Other Information - The Potala Palace was named after Mount Potalaka, the abode of the bodhisattva of compassion (Chenrezi). Known locally as Tse Podrang (“Summit Palace”), its thirteen storeys rising up from the Marpori (Red Hill) dominate the Lhasa cityscape. Constructed at the order of the 5th Dalai Lama in the mid 17th century it was expanded during the 18th century to become one of the world’s tallest buildings. The building performed several functions as the winter home of the Dalai Lama and seat of the Tibetan government. It also contains the tombs of several previous Dalai Lamas. Richardson took this photograph during the “Golden Procession” when on the 30th day of the ceremonial year sacred objects were taken from the Potala and paraded around the pilgrimage routes of Lhasa. The great Regent Sangye Gyatso started this festival in commemoration of a vision seen by the 5th Dalai Lama. After the procession the great banner or Köku (“The Silk Image”) is hauled up, covering the lower face of the palace. It is approximately 75 by 40 feet in size and consists of two panels with a huge figure of the Buddha surrounded by deities and bodhisattvas in the centre of each.
Other Information - Setting: The Potala Palace is the winter Palace of the Dalai Lamas and the seat of traditional Tibetan government. The palace is know as several names by the Tibetan, Tse Podrang, ( rtse pho brang ) or more formally, Potala Podrang ( pho brang po ta la ) The first structure was established by the legendary Tibetan Emperor Song Gampo on Mt Marpori in 637. The original structure is said to have been 11 stories high and was destroyed by lightening during the reign of Emperor Trisong Detsen. The present structure was built by the 5th Dalai Lama on the foundation of the earliest ruins.

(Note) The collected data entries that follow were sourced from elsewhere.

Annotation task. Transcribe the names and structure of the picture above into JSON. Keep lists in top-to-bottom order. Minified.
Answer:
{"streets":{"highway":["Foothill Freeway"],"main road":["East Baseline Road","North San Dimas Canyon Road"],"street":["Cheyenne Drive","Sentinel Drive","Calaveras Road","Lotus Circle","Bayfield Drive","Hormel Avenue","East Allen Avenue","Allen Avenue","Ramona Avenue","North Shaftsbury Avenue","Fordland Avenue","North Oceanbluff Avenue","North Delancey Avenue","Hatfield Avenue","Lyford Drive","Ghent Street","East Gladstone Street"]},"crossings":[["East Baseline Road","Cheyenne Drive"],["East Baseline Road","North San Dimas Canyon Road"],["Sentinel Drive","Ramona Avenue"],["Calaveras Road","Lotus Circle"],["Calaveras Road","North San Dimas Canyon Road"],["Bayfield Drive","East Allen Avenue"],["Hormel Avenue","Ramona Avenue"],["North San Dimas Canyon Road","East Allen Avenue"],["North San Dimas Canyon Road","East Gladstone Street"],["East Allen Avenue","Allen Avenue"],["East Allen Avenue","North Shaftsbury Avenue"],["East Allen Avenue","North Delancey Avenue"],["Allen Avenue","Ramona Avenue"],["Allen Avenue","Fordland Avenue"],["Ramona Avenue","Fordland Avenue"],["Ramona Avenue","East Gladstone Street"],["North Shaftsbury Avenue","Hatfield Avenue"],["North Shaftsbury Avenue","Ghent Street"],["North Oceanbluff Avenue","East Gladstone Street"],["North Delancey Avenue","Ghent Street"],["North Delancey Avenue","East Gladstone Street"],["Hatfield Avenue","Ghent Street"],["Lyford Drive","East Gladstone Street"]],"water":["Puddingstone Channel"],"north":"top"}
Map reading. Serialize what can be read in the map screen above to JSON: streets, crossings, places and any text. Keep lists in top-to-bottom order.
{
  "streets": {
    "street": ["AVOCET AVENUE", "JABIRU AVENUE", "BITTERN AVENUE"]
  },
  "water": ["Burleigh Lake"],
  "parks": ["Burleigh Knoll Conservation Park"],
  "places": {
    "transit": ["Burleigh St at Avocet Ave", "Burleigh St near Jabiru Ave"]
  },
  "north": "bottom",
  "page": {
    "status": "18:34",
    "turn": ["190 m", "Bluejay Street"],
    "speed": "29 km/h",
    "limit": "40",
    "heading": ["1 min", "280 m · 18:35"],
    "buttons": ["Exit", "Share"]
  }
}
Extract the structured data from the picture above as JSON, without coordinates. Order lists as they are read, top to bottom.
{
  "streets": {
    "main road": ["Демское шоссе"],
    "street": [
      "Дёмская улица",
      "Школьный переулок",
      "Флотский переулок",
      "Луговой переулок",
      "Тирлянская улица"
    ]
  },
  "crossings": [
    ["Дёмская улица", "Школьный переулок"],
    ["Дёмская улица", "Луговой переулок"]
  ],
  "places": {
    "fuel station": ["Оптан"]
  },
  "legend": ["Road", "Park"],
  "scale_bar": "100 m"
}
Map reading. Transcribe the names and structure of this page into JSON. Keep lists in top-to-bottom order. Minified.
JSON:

The Potala is divided into two parts, the central upper part is known as the Red Palace ( pho brang mar p o) and the surrounding structure is know as the White Palace ( pho brang dkar po ). The Red Palace contains the main temple inside the palace and housed the reliquaries of the successive Dalai Lamas. The Red Palace also represents the original structure build in the 7th Century. Between 1645-1653 the 5th Dalai Lama added the White Palace and made it the seat of his government. Since the 17th Century, the White Palace has formed the main administrative offices of the Tibetan government and it became the seat of Tibetan government only in the 18th Century when the 5th Dalai Lama shifted his base from Gaden Palace in Drepung monastery to the Potala. There are said to be over 1000 rooms and over 200,000 images inside. The grounds of the Potala also housed a school known as Tse Lobdra ( rtse slob grwa ) 'The Peak School'. The students were mostly boys from aristocratic families and trained to become government officials. The palace was also the site of two printing presses the older one known as Ganden Phuntsog Parkhang ( dpa’i ldan phun phyogs par khang ) founded in the 17th Century and in 1920s the 13th Dalai Lama established the Shol Printing House ( zhol par khang ). [TS 27/6/2005]
For Citation use:
The Tibet Album. "Potala displaying Koku banner during Sertreng " 05 Dec. 2006. The Pitt Rivers Museum. <http://tibet.prm.ox.ac.uk/photo_2001.59.8.94.1.html>.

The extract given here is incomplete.